[Exercise requirements] Gather all lines in the records below that include the word "strokeStyle".

[Data supplied]
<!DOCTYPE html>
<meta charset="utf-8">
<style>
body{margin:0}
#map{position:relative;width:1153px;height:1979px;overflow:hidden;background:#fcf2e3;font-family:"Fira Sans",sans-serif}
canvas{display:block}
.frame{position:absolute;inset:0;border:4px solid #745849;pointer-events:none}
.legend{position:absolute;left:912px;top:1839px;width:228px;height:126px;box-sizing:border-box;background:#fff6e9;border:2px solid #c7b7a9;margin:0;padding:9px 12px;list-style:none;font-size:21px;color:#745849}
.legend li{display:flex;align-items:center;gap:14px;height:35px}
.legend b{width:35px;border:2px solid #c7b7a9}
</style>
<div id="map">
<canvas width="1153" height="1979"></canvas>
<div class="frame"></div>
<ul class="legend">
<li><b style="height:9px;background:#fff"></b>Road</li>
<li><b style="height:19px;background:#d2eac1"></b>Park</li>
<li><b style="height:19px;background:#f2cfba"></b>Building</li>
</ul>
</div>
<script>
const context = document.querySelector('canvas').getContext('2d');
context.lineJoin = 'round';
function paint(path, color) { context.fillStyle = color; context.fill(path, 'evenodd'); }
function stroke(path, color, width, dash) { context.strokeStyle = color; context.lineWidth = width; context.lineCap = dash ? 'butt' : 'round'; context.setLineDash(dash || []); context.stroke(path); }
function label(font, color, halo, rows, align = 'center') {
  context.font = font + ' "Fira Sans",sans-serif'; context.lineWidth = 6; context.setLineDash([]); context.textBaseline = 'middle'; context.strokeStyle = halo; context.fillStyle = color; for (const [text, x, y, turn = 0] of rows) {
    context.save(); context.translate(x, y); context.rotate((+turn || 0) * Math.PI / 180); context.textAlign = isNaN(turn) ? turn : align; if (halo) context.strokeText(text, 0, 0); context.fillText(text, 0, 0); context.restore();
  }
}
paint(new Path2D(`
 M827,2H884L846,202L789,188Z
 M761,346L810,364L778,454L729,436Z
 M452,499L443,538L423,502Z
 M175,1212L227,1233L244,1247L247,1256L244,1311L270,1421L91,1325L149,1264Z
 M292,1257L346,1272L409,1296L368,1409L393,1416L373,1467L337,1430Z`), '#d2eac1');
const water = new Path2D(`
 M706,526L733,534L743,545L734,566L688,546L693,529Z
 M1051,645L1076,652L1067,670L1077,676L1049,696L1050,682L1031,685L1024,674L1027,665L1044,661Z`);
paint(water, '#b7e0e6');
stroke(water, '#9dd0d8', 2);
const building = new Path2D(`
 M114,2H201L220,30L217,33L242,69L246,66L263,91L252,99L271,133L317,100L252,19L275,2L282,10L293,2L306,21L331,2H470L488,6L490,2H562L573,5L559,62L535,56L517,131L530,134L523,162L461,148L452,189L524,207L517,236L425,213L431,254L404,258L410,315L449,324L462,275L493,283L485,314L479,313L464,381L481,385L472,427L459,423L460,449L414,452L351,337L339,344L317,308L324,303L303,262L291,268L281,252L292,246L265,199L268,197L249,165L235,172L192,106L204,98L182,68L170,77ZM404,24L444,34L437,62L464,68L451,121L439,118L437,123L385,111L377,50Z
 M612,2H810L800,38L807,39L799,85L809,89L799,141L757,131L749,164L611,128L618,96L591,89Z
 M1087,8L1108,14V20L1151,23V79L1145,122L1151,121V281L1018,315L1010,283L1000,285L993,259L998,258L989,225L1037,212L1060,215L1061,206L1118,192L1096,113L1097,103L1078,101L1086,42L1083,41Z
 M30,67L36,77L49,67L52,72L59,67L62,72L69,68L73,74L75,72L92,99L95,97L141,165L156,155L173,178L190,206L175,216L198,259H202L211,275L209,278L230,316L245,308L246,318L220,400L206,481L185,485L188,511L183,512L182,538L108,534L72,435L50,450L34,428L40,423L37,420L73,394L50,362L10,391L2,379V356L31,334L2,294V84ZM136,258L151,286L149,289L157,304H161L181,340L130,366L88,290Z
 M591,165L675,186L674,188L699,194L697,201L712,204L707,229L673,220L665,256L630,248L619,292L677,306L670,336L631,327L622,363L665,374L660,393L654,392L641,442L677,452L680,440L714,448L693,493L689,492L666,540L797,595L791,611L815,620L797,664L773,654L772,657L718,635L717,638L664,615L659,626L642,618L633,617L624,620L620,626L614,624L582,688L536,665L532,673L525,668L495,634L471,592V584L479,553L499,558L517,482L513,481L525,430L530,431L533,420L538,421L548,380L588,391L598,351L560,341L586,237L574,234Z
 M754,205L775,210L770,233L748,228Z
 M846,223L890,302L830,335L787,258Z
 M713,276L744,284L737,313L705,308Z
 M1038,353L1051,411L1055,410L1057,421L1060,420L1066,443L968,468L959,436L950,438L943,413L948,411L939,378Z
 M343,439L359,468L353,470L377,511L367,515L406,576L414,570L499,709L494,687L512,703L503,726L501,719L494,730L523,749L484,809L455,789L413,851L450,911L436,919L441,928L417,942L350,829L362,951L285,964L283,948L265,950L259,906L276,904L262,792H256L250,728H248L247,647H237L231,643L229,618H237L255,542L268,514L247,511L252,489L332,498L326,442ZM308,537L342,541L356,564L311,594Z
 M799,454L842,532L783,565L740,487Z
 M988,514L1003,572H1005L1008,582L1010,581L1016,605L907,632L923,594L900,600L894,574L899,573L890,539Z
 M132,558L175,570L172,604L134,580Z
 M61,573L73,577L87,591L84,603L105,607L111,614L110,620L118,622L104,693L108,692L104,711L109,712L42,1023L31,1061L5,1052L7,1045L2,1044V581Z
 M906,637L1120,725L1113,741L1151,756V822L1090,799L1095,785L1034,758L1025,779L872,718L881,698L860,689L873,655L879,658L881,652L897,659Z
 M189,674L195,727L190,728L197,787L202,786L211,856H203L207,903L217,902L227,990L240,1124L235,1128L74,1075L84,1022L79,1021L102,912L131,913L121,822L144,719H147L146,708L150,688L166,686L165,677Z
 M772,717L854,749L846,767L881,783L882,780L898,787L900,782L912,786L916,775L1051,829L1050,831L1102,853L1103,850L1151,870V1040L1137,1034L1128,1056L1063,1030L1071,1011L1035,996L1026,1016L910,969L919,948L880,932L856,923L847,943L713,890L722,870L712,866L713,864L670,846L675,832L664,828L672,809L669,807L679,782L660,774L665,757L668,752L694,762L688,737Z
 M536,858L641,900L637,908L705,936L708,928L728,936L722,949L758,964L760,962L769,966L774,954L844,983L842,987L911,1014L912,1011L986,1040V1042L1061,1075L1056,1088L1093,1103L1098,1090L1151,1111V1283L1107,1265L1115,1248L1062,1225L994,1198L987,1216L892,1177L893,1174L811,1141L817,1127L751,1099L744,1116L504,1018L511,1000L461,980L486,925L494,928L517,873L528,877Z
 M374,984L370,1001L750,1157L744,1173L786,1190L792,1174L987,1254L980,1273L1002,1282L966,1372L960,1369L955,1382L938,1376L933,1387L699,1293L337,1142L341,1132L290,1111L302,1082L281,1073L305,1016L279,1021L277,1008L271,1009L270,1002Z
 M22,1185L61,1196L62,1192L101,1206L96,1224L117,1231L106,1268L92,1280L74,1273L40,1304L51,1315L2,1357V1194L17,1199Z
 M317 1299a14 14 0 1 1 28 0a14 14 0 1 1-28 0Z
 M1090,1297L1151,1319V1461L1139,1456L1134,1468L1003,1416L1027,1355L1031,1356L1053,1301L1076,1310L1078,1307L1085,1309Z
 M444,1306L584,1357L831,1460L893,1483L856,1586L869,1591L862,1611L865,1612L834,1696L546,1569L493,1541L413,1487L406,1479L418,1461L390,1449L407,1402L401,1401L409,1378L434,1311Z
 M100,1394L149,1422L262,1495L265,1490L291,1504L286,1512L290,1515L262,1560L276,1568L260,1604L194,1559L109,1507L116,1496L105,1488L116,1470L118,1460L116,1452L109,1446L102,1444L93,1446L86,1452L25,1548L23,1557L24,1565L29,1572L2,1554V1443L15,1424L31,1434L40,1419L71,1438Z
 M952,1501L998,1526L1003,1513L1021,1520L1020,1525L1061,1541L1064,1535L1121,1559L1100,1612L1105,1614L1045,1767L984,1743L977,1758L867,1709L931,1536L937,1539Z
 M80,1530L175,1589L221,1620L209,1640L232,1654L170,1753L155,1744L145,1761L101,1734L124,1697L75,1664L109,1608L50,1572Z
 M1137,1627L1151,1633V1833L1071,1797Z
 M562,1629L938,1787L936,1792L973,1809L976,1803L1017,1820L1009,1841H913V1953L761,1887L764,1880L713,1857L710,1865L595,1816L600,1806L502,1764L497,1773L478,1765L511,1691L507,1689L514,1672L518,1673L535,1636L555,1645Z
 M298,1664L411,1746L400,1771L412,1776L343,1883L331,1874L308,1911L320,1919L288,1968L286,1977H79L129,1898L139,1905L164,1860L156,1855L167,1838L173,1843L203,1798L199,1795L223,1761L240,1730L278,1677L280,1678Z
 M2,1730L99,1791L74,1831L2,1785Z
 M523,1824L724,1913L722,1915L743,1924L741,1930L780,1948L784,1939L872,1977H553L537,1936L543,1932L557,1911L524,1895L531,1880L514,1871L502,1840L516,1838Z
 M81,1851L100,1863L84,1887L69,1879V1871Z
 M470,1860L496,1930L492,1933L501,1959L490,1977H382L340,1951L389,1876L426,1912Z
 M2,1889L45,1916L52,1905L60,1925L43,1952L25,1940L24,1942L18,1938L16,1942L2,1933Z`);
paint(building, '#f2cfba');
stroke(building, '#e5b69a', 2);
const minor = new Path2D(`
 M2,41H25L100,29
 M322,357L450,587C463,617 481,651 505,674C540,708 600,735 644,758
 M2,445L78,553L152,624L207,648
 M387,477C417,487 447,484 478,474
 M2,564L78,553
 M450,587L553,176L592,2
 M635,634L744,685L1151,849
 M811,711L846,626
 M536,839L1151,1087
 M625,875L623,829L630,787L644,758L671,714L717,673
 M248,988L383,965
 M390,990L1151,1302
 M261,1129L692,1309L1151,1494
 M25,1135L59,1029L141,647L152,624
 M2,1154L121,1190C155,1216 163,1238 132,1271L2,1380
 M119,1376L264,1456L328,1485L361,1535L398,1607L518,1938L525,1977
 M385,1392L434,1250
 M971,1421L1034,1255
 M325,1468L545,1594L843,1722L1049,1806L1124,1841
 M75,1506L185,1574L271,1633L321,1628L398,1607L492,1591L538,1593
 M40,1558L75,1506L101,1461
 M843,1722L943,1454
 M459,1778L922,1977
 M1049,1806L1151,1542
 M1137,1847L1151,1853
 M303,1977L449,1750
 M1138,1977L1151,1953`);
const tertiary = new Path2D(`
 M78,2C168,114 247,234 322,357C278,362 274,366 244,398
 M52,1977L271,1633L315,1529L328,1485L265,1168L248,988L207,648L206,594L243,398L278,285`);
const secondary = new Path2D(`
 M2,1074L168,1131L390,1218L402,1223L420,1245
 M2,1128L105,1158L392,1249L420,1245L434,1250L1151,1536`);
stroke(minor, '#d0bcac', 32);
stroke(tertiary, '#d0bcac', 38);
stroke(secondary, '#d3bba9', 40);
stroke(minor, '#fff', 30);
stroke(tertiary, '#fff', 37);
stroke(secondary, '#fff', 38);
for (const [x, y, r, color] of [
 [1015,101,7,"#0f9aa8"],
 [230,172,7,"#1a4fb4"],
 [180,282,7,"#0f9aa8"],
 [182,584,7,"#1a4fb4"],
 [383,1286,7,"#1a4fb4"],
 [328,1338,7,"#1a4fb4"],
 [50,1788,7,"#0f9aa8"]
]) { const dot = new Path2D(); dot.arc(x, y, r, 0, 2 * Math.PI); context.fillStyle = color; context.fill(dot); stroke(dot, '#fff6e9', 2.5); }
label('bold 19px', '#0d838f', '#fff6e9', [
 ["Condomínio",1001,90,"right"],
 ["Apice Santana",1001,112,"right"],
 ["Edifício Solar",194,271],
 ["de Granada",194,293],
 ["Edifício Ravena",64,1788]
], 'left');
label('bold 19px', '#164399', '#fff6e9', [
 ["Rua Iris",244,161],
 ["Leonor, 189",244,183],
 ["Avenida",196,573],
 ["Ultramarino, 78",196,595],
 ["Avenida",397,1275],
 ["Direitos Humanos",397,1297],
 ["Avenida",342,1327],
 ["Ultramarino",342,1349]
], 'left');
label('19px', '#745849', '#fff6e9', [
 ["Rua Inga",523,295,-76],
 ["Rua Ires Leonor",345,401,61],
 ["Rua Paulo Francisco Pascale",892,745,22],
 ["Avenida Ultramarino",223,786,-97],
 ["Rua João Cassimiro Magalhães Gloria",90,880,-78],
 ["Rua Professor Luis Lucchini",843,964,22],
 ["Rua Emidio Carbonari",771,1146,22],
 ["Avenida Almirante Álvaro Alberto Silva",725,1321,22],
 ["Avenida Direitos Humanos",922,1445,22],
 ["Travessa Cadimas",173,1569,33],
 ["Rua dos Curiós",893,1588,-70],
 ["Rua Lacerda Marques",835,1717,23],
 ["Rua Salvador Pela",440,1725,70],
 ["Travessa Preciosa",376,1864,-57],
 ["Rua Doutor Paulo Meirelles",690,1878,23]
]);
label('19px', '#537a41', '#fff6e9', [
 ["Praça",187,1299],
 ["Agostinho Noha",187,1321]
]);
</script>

[Response below]
function stroke(path, color, width, dash) { context.strokeStyle = color; context.lineWidth = width; context.lineCap = dash ? 'butt' : 'round'; context.setLineDash(dash || []); context.stroke(path); }
  context.font = font + ' "Fira Sans",sans-serif'; context.lineWidth = 6; context.setLineDash([]); context.textBaseline = 'middle'; context.strokeStyle = halo; context.fillStyle = color; for (const [text, x, y, turn = 0] of rows) {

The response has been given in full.